(Data provided)
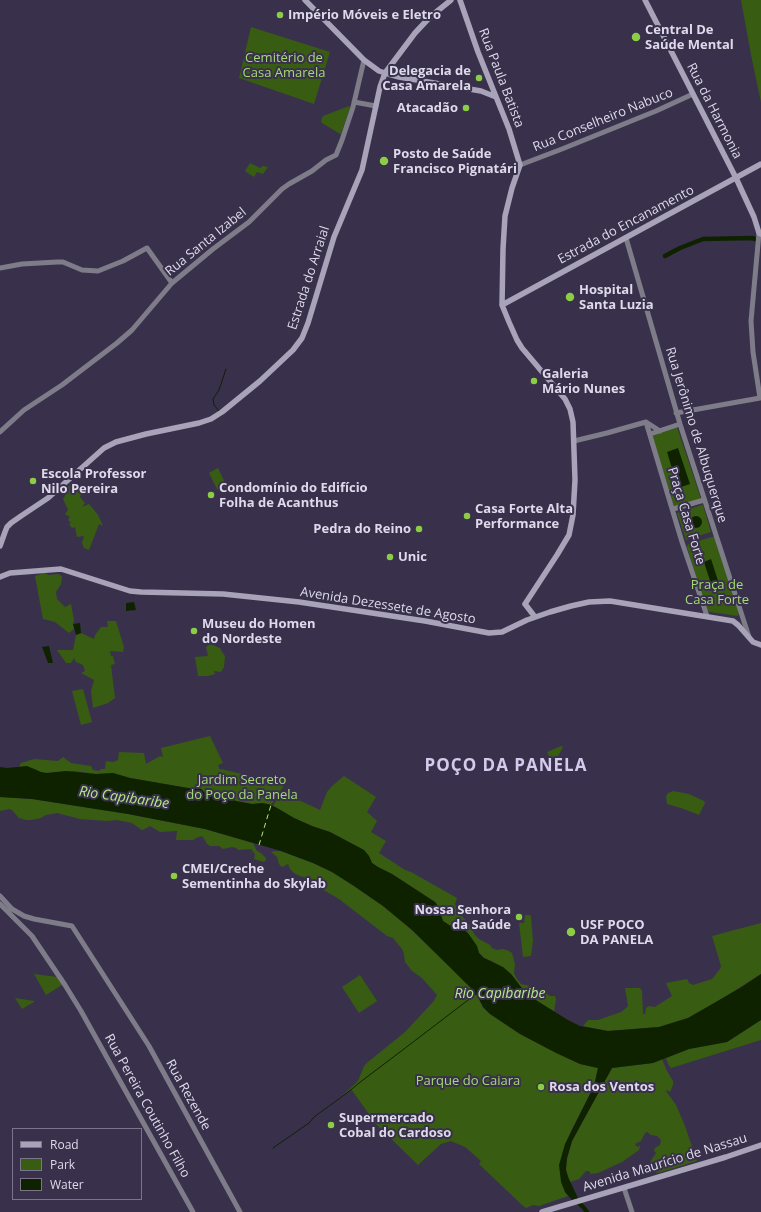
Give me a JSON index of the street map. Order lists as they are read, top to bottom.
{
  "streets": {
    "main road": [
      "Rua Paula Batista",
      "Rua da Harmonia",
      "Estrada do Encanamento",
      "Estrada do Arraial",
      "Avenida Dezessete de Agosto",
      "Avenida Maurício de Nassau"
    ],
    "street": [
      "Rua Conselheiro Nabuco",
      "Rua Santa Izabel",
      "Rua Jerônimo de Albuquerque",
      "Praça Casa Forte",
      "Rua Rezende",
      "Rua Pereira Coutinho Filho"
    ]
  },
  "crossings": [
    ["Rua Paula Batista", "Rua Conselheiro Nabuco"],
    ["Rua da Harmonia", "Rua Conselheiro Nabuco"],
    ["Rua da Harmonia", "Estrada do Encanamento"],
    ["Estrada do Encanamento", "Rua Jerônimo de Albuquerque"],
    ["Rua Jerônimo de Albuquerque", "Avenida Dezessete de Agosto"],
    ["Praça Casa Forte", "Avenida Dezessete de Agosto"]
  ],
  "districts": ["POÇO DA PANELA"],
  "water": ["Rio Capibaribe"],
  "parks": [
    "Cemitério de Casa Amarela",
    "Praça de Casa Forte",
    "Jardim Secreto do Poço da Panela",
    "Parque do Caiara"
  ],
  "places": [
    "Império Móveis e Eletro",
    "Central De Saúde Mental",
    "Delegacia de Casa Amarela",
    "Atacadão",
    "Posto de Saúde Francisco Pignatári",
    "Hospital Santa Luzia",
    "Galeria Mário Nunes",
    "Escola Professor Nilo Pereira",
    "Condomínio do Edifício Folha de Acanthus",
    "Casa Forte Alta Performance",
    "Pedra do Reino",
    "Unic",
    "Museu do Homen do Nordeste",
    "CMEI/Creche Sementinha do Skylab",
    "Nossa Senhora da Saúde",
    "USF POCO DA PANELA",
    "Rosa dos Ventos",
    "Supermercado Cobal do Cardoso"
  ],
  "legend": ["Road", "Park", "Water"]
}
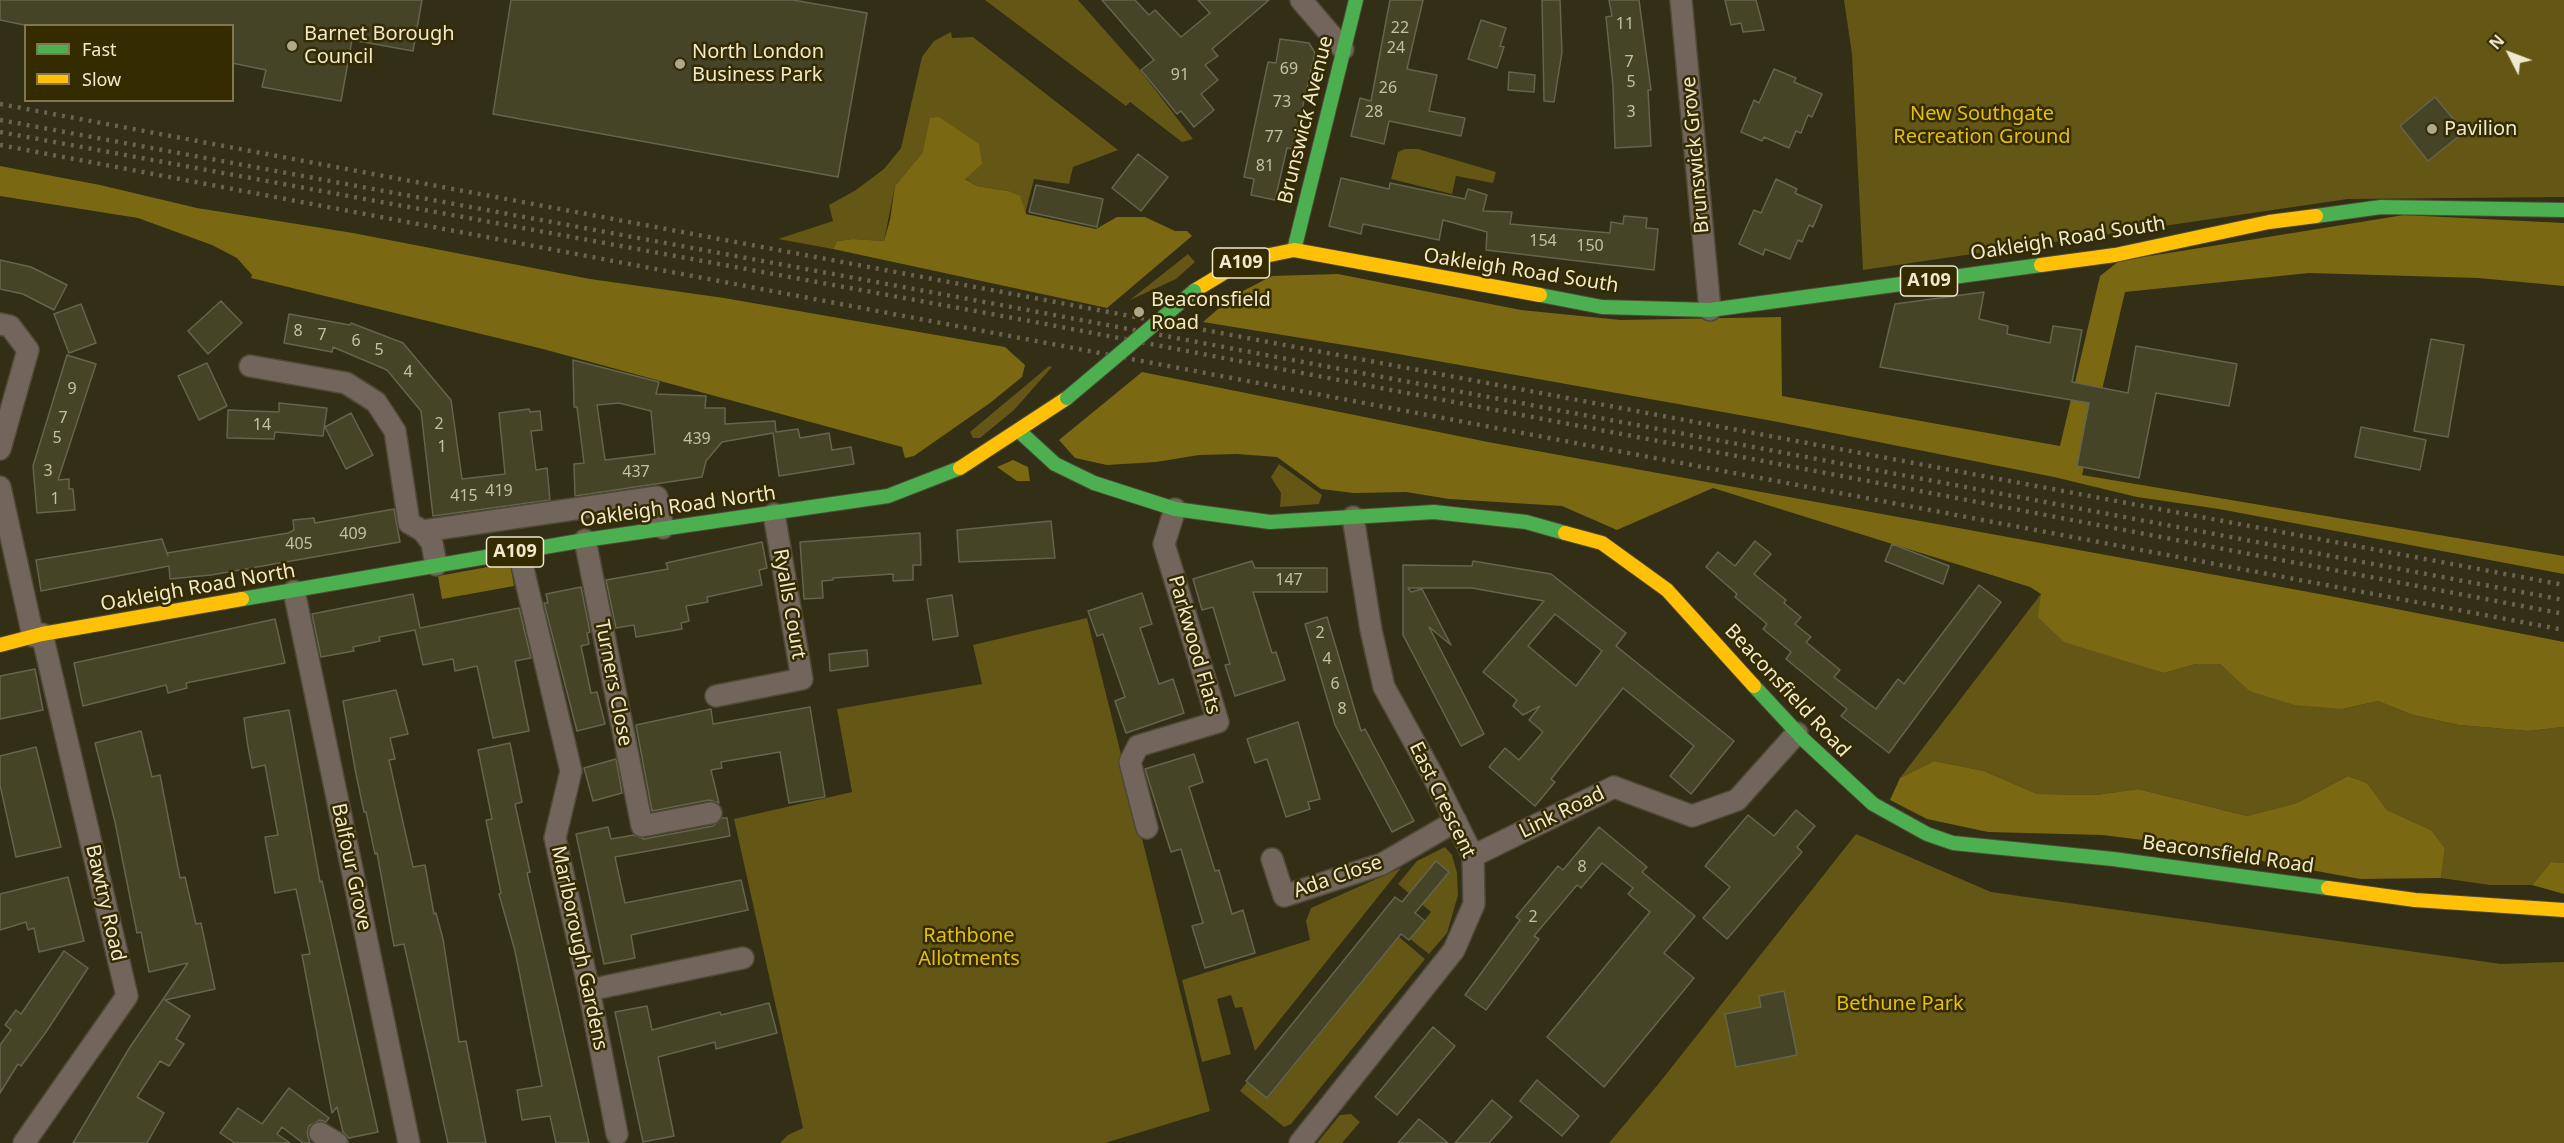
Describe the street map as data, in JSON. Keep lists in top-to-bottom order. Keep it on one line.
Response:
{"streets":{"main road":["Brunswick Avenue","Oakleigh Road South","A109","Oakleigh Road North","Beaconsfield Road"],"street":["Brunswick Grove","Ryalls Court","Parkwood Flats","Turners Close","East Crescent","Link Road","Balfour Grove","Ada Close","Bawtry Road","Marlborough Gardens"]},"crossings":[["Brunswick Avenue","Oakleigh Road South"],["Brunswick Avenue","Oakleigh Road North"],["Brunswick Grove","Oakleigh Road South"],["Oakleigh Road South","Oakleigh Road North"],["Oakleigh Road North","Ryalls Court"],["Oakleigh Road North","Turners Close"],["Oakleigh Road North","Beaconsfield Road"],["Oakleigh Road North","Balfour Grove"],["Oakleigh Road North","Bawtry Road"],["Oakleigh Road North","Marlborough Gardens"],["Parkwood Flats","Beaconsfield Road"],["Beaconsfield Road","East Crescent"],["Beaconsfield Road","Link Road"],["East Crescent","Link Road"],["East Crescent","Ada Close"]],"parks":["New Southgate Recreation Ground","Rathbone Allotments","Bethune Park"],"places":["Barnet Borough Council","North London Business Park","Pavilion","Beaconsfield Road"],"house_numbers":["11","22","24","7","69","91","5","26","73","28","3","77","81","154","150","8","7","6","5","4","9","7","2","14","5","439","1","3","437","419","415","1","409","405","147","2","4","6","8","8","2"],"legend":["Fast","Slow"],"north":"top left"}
(End Data provided)
(Data provided)
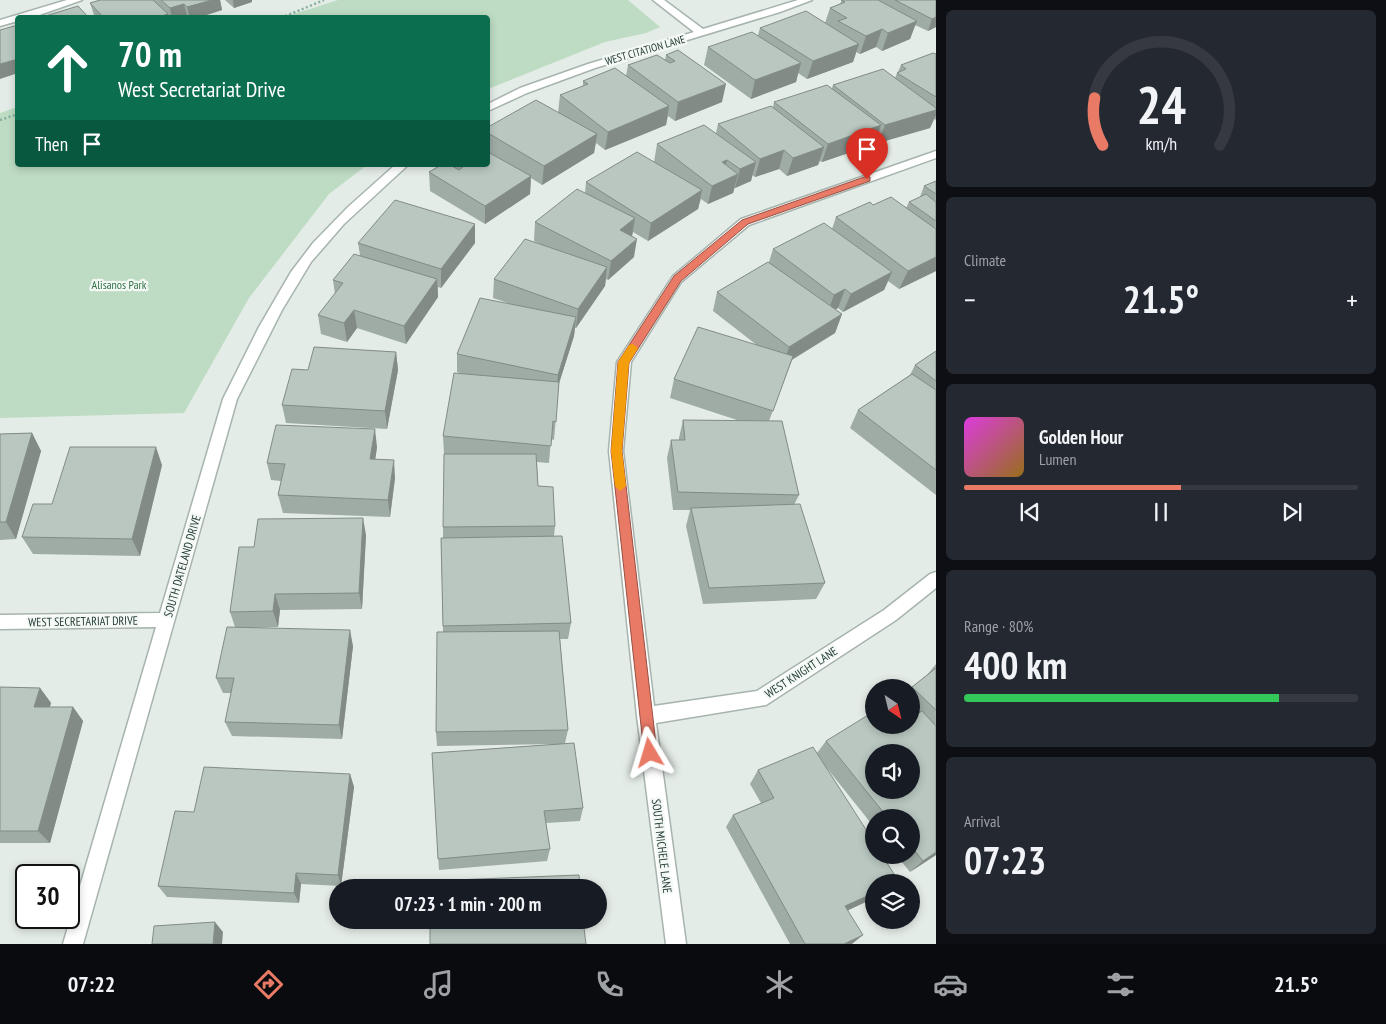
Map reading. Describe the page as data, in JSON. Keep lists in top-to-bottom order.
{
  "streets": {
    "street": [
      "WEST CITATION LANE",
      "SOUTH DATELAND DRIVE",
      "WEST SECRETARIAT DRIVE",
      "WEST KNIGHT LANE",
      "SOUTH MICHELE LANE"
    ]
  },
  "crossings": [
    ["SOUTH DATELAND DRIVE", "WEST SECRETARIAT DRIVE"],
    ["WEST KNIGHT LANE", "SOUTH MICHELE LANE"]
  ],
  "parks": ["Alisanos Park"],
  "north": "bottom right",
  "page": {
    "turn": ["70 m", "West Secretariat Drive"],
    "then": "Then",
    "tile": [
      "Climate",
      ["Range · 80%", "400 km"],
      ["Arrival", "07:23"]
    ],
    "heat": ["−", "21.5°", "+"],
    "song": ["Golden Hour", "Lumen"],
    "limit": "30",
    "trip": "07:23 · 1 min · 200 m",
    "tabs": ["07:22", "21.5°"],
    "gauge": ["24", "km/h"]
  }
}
(End Data provided)
Task requirements>
Look over the records. Copy the lines that include the word "Estrada".

Exercise output>
      "Estrada do Encanamento",
      "Estrada do Arraial",
    ["Rua da Harmonia", "Estrada do Encanamento"],
    ["Estrada do Encanamento", "Rua Jerônimo de Albuquerque"],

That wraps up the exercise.